WORK TASK: Return the run of lines below that opens with the line containing "M334,0H403L365,13H337Z" and closes with the line containing "M613,411V450L601,445Z", keeping each one exact.

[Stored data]

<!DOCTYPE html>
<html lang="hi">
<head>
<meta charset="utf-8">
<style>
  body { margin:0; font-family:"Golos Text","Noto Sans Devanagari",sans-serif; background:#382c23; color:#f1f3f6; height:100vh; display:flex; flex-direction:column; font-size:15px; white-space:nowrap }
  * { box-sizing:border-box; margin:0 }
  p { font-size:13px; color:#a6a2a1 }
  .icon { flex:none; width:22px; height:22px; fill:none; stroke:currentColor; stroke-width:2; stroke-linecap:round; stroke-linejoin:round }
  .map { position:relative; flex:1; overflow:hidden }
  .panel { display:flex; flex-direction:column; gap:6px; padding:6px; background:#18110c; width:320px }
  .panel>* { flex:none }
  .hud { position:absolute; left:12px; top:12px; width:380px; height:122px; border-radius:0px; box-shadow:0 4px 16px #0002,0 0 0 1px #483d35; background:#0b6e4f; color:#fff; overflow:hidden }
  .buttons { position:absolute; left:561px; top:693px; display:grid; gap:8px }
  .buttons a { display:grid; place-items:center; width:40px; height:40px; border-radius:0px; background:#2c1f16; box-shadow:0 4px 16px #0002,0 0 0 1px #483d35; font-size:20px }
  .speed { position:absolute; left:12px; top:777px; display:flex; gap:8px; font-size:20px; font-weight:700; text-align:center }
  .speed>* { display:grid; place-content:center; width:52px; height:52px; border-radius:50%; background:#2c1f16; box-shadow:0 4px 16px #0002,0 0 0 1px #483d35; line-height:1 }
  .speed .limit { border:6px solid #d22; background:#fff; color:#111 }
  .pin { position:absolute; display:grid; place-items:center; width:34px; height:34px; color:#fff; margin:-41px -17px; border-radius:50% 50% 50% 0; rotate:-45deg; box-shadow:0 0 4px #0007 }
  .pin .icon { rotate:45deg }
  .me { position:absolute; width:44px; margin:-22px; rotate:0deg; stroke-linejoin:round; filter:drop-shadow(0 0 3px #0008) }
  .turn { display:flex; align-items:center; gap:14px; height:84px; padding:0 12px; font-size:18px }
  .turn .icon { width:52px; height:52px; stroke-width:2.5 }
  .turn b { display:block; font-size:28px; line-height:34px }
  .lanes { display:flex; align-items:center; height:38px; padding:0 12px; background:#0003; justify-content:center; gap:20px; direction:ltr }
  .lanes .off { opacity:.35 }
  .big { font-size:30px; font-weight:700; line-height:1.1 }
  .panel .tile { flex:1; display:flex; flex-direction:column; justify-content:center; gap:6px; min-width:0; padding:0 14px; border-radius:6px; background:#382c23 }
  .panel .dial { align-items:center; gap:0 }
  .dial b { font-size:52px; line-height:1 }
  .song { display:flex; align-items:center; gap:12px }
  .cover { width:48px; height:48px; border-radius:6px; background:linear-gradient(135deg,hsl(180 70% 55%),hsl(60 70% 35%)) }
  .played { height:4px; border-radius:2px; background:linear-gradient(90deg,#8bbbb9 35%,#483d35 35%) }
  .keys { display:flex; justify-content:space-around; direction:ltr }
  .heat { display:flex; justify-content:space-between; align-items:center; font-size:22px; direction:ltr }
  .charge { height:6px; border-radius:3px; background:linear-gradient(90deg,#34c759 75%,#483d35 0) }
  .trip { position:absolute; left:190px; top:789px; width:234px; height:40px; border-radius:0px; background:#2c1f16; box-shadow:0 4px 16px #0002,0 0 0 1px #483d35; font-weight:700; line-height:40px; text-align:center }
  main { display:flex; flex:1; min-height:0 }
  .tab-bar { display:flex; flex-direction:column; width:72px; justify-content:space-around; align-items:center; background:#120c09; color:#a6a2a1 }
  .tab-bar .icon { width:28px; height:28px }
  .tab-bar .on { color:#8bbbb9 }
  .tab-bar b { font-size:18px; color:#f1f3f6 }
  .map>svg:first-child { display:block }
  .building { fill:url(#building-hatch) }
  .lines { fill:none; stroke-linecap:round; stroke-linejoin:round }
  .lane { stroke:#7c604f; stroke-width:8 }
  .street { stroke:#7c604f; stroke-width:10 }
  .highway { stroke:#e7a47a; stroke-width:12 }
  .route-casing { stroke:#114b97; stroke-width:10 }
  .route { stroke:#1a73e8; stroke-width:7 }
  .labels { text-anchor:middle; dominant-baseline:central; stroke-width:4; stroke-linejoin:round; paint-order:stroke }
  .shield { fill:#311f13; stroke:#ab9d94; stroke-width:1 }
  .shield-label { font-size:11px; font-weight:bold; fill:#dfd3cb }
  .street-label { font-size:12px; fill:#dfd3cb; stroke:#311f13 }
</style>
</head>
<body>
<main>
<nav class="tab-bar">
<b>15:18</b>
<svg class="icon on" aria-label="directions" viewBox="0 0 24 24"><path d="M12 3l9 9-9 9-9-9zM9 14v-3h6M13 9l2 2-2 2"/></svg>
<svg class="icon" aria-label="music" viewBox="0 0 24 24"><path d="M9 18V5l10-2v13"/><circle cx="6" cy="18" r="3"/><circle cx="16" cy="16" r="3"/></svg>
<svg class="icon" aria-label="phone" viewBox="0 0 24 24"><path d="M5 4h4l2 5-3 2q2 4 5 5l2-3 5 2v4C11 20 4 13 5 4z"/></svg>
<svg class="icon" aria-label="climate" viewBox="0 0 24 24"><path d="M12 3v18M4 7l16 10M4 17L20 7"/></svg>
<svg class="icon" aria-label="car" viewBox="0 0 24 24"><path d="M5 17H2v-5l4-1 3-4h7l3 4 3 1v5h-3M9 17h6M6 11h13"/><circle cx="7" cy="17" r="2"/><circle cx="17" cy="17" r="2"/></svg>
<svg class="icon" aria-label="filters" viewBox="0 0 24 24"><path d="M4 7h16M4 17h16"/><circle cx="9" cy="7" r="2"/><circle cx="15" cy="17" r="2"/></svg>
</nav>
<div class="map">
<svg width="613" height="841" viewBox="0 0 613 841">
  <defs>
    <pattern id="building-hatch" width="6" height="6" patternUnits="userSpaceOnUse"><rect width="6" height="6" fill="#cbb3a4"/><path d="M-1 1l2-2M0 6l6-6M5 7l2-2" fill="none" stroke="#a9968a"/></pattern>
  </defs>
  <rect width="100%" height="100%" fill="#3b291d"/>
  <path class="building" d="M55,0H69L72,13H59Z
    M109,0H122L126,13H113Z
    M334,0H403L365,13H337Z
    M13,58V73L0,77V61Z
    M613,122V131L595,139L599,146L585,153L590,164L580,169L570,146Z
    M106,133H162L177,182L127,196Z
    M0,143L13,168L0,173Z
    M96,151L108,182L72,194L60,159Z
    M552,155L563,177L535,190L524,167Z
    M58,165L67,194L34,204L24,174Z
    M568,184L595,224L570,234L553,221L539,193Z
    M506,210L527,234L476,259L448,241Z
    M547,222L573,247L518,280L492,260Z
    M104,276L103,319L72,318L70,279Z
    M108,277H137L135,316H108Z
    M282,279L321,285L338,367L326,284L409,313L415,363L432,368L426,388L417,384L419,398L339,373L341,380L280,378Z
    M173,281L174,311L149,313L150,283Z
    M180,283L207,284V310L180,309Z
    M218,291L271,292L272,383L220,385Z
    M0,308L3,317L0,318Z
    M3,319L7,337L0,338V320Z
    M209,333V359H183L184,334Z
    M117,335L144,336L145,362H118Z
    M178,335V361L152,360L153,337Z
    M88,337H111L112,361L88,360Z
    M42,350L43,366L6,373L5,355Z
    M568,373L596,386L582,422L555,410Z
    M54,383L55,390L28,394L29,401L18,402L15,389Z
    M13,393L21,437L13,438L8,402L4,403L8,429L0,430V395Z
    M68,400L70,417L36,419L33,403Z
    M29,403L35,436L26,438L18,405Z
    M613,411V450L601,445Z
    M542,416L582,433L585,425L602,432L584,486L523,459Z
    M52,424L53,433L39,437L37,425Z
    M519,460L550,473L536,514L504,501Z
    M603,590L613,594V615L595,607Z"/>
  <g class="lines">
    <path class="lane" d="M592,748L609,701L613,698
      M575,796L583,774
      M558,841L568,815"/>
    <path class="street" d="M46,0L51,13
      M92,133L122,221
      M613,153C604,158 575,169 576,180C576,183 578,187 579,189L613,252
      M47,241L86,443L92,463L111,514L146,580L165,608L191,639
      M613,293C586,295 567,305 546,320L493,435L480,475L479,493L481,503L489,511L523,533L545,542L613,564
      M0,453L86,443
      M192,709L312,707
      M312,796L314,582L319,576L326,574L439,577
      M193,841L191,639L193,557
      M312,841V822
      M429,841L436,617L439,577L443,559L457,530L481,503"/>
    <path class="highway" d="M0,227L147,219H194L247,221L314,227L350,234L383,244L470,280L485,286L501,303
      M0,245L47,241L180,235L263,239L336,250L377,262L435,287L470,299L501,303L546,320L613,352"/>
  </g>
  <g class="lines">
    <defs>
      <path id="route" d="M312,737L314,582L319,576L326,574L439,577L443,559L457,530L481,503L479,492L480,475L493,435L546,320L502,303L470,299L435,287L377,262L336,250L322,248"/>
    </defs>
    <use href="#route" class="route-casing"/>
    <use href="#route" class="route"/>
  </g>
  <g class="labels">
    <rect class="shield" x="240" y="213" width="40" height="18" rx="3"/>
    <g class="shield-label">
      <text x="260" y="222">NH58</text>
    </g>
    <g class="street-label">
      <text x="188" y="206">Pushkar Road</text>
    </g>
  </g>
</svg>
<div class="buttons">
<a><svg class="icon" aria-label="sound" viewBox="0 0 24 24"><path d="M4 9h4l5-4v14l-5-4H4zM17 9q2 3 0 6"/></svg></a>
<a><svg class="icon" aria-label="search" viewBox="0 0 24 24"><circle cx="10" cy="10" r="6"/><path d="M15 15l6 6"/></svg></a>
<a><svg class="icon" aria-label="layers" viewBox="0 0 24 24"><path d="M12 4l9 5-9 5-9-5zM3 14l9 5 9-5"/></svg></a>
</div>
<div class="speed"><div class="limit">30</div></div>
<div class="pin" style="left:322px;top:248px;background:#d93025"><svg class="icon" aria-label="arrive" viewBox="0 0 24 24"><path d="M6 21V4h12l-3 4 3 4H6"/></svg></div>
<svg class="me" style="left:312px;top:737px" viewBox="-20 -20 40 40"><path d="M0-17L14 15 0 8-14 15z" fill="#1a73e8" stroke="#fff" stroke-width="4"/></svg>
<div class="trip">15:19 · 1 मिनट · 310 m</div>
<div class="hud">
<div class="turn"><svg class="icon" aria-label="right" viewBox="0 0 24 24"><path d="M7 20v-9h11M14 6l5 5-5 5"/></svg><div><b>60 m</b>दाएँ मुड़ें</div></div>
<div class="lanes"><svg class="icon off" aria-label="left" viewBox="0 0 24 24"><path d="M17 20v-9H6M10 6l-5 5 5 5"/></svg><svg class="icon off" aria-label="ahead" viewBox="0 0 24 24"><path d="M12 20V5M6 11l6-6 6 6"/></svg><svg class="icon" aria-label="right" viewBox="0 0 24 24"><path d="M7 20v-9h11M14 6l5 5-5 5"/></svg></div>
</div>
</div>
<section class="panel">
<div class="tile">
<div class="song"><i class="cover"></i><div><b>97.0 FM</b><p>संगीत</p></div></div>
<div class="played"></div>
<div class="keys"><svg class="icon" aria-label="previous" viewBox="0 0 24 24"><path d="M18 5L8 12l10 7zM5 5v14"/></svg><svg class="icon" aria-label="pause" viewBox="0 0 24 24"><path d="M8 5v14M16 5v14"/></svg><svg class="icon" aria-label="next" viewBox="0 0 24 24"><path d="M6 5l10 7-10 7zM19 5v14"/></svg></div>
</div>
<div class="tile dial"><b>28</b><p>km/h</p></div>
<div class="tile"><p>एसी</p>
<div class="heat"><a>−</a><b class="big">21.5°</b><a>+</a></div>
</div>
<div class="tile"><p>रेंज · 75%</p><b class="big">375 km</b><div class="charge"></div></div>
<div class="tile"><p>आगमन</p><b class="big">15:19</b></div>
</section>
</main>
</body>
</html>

SOLUTION TO THIS TASK:
    M334,0H403L365,13H337Z
    M13,58V73L0,77V61Z
    M613,122V131L595,139L599,146L585,153L590,164L580,169L570,146Z
    M106,133H162L177,182L127,196Z
    M0,143L13,168L0,173Z
    M96,151L108,182L72,194L60,159Z
    M552,155L563,177L535,190L524,167Z
    M58,165L67,194L34,204L24,174Z
    M568,184L595,224L570,234L553,221L539,193Z
    M506,210L527,234L476,259L448,241Z
    M547,222L573,247L518,280L492,260Z
    M104,276L103,319L72,318L70,279Z
    M108,277H137L135,316H108Z
    M282,279L321,285L338,367L326,284L409,313L415,363L432,368L426,388L417,384L419,398L339,373L341,380L280,378Z
    M173,281L174,311L149,313L150,283Z
    M180,283L207,284V310L180,309Z
    M218,291L271,292L272,383L220,385Z
    M0,308L3,317L0,318Z
    M3,319L7,337L0,338V320Z
    M209,333V359H183L184,334Z
    M117,335L144,336L145,362H118Z
    M178,335V361L152,360L153,337Z
    M88,337H111L112,361L88,360Z
    M42,350L43,366L6,373L5,355Z
    M568,373L596,386L582,422L555,410Z
    M54,383L55,390L28,394L29,401L18,402L15,389Z
    M13,393L21,437L13,438L8,402L4,403L8,429L0,430V395Z
    M68,400L70,417L36,419L33,403Z
    M29,403L35,436L26,438L18,405Z
    M613,411V450L601,445Z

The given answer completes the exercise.